Wat heb je het afgelopen jaar gedaan om ammoniak- en methaanemissies te verlagen?
We zijn begonnen met een rantsoenberekening. Deze hebben we scherper ingezet voor het ruw eiwit. De streefwaarde in de rantsoenberekening is nu 155 gram ruw eiwit (per kg DS berekend rantsoen). Dit is iets hoger dan de streefwaarde van 150 gram in de kwadranten, maar daar staat tegenover dat wij ook een hoge energiedichtheid in het rantsoen hebben (bijna 1.050 VEM). We streven ernaar om zoveel mogelijk te melken vanuit het ruwvoer. Hierbij stel ik mezelf en de voeradviseur de doelstelling om onder de 25 kg krachtvoer en bijproducten per 100 kg melk te blijven. Dit lukt niet altijd, maar we komen wel in de buurt.
Na de opgestelde rantsoenberekening heb ik in praktijk bijgestuurd op basis van het ureum. Hierbij streef ik naar een ureum van 14-15. Kom ik hier boven, dan gaat er wat eiwitmix uit in de basis. Zitten we onder de streefwaarde, dan voegen we weer wat eiwitmix toe. Voor mijn gevoel is een ureum van 12 de ondergrens voor een gezonde veestapel met een goede productie. Bij een ureum lager dan 12 zie ik de melkproductie zakken.
Naast de inzet op het rantsoen, zijn we ook bijna alle mest gaan aanwenden met de sleepslang. Hierdoor konden we alle mest verdund aanwenden, wat goed is voor de NH3-emissie. Met de loonwerker hebben we in 2022 ook 1 op 1 verdunning van de mest met water toegepast. Dit ging echter wel ten koste van de capaciteit. Omdat de omstandigheden op het moment van uitrijden gunstig waren het afgelopen jaar (regenachtig weer, neerslag van betekenis na het uitrijden van de mest), hebben we 1:2 (water-mest) verdunning toegepast. In mei is de laatste mest aangewend.

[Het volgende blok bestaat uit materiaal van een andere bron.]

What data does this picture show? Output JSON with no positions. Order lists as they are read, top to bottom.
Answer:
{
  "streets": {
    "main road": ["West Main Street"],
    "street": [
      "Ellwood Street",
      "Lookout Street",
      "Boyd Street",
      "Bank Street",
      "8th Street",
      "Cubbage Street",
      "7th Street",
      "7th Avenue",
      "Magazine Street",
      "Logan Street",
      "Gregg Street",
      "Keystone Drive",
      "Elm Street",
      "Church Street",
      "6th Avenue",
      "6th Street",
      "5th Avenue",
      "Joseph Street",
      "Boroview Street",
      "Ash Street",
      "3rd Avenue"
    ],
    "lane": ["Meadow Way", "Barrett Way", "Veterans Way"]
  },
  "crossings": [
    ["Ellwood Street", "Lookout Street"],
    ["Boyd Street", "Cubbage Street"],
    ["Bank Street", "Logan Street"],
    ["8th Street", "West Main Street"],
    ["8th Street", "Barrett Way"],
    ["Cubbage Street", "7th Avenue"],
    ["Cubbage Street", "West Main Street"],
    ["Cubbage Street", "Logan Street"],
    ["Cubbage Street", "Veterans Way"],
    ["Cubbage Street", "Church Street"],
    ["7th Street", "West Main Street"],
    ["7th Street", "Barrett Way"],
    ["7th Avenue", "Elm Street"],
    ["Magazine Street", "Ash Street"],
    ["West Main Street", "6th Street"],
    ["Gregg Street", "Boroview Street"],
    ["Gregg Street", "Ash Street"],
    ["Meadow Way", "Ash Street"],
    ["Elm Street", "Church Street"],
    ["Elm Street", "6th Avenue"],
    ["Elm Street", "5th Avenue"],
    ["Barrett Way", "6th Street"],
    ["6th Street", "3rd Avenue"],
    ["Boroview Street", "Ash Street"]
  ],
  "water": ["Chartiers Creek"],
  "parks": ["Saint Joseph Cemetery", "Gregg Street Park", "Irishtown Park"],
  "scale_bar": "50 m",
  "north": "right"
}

Tot slot zijn we afgelopen jaar (niet bewust) frequenter gaan maaien. Dit kwam zo uit met de weersomstandigheden. Frequenter maaien zou gunstig moeten uitpakken voor de kwaliteit van de grassnedes in relatie tot de EF methaan. Ik ben benieuwd wat we hier van gaan terugzien in de resultaten.